In Yuma Elementary School District 1, Alice Byrne Elementary maintained their A grade, Price School rose from a D to an A and Ron Watson Middle also saw a boost from a C to an A.
Duane Sheppard, associate superintendent of curriculum and instruction, said that in addition to those scores, their district overall saw significant advances with all schools either moving up or staying at the same letter grade with only one exception.
“Best of all, that I'm really excited about, is that our district went up a grade; we are B district. And that was our goal, we wanted to move up from a C to a B. And when you're moving 10,000 kids up from a C to a B – that's a big task,” he said.
In the Crane Elementary School District, Salida Del Sol also moved up from a B to an A and Mesquite Elementary maintained their A.
Additionally, Dateland Elementary and Desert View Academy schools kept their A grades.

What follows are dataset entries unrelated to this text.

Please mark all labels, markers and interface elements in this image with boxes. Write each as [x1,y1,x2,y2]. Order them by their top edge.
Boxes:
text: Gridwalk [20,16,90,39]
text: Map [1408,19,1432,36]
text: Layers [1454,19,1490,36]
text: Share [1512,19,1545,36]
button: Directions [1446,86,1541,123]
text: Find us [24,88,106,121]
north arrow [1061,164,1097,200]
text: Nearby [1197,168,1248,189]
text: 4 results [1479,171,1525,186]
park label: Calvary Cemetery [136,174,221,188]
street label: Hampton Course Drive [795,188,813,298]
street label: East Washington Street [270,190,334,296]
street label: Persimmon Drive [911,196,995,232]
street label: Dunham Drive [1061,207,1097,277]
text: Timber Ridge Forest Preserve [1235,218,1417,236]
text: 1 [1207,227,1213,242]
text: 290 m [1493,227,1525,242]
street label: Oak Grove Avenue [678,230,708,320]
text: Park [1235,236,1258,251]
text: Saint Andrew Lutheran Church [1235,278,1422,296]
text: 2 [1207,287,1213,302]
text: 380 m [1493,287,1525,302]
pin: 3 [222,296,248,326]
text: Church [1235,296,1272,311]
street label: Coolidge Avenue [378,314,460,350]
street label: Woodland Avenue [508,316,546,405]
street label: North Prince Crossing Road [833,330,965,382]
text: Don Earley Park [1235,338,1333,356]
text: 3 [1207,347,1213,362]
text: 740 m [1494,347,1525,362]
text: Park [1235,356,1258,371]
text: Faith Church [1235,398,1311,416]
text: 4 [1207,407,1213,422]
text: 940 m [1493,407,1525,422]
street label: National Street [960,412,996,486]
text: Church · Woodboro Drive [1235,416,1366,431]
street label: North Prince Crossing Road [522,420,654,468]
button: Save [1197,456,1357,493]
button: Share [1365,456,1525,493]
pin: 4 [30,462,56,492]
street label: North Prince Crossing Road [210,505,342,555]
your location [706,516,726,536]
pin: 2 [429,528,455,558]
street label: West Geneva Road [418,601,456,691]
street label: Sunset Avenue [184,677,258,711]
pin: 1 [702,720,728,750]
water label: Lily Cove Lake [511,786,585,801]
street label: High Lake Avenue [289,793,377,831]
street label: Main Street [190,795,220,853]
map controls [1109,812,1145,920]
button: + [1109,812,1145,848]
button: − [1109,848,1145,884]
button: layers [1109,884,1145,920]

Somerton Elementary School District also saw some progress in their letter grades, as Desert Sonora and Orange Grove elementary schools both went up from a C to a B and Tierra Del Sol Elementary maintained their B score.

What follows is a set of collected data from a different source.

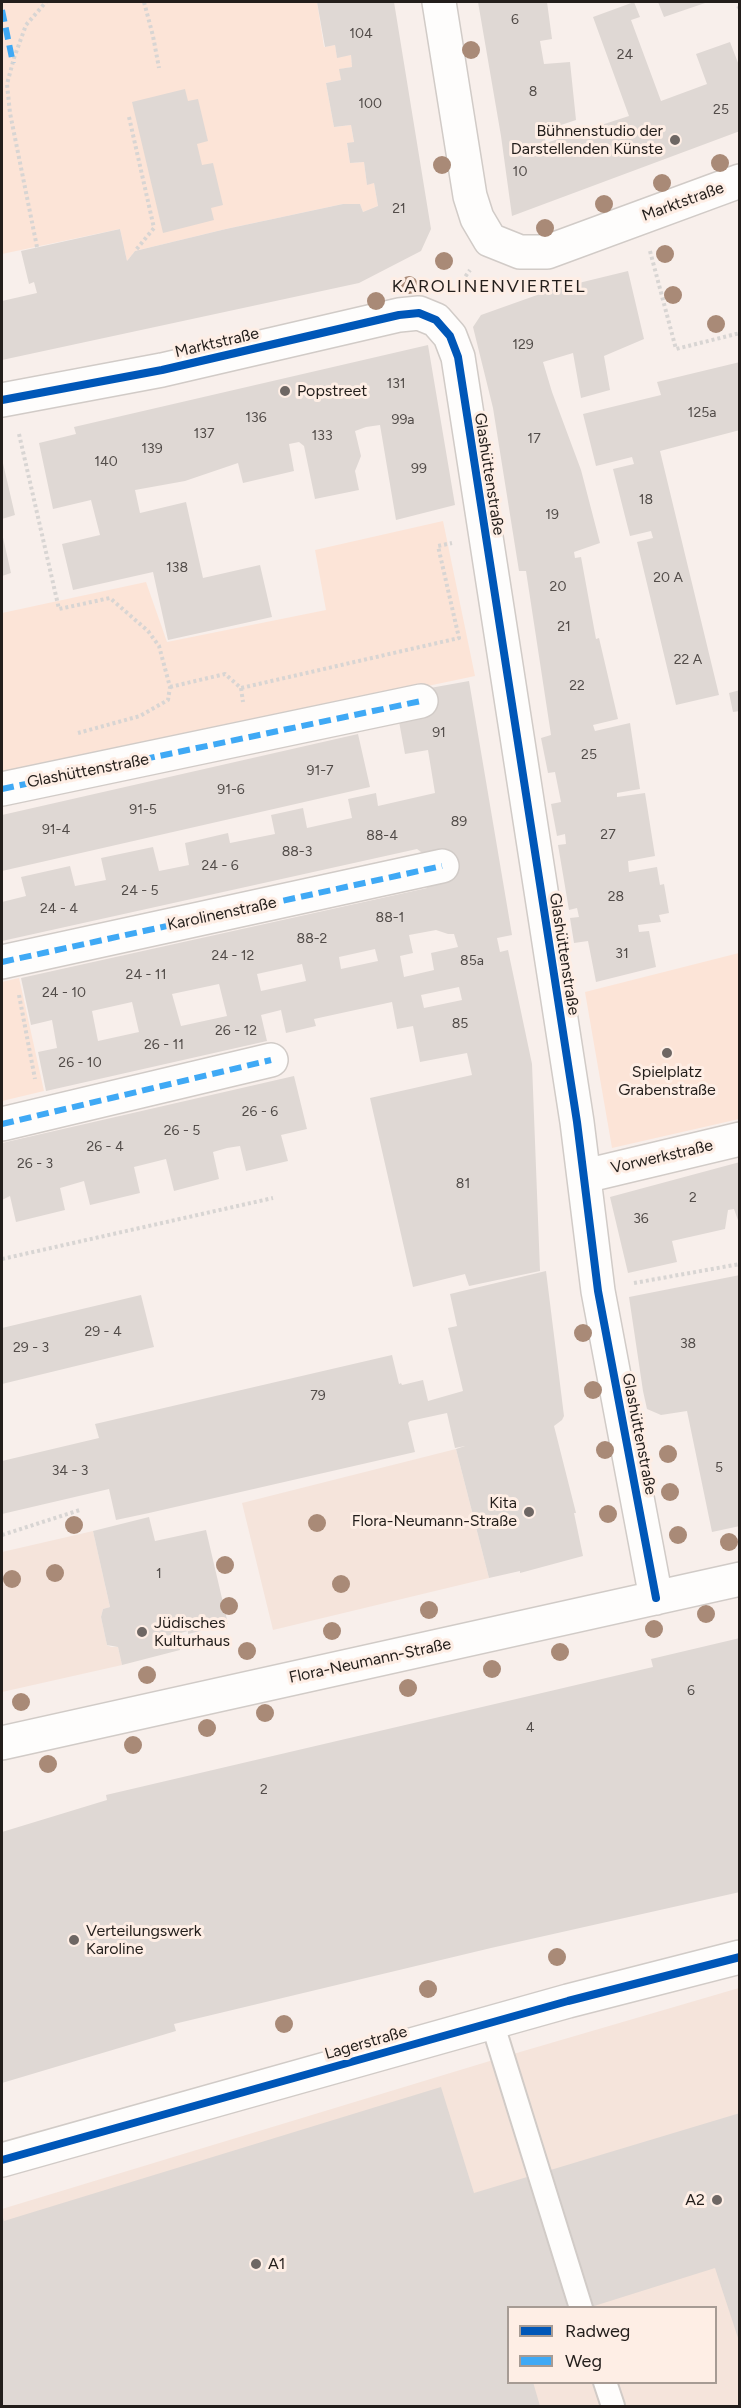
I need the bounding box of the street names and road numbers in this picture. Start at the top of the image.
street label: Marktstraße [639,178,727,226]
street label: Marktstraße [173,324,261,362]
street label: Glashüttenstraße [470,411,508,537]
street label: Glashüttenstraße [25,750,151,792]
street label: Glashüttenstraße [545,891,583,1017]
street label: Karolinenstraße [166,893,278,935]
street label: Vorwerkstraße [609,1136,715,1178]
street label: Glashüttenstraße [618,1371,660,1497]
street label: Flora-Neumann-Straße [287,1634,453,1688]
street label: Lagerstraße [323,2022,409,2064]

“I'm extremely proud of the hard work and dedication our Somerton staff has shown over the last year in student achievement growth,” said superintendent Frank Reed.
Lastly, Yuma Union High School District saw some increases in grades with San Luis and Gila Ridge high schools moving up to a B from a C.
“We didn't have enough improvement to get to that B rating as a district, but districtwide we're pleased with the progress we're making,” said Associate Superintendent James Sheldahl. “Our teachers are really focusing and all this in the midst of implementing a new curriculum and a new focus through Ready Now Yuma.”
He said that at Vista Alternative, although they received a D, it's also important to note that it is difficult to track students in alternative schools because every student has different needs and kids are generally only there for part of the year. This is the first year that alternative schools have been given a letter grade from the state.
“Letter grades are an evaluative concept that's there to provide information to the public, but we know that we're taking steps on a daily basis to do what's best for kids and to enhance student learning and make sure that every kid will be successful in college and careers when they graduate. So we don't necessarily let this process drive what we do,” Sheldahl concluded.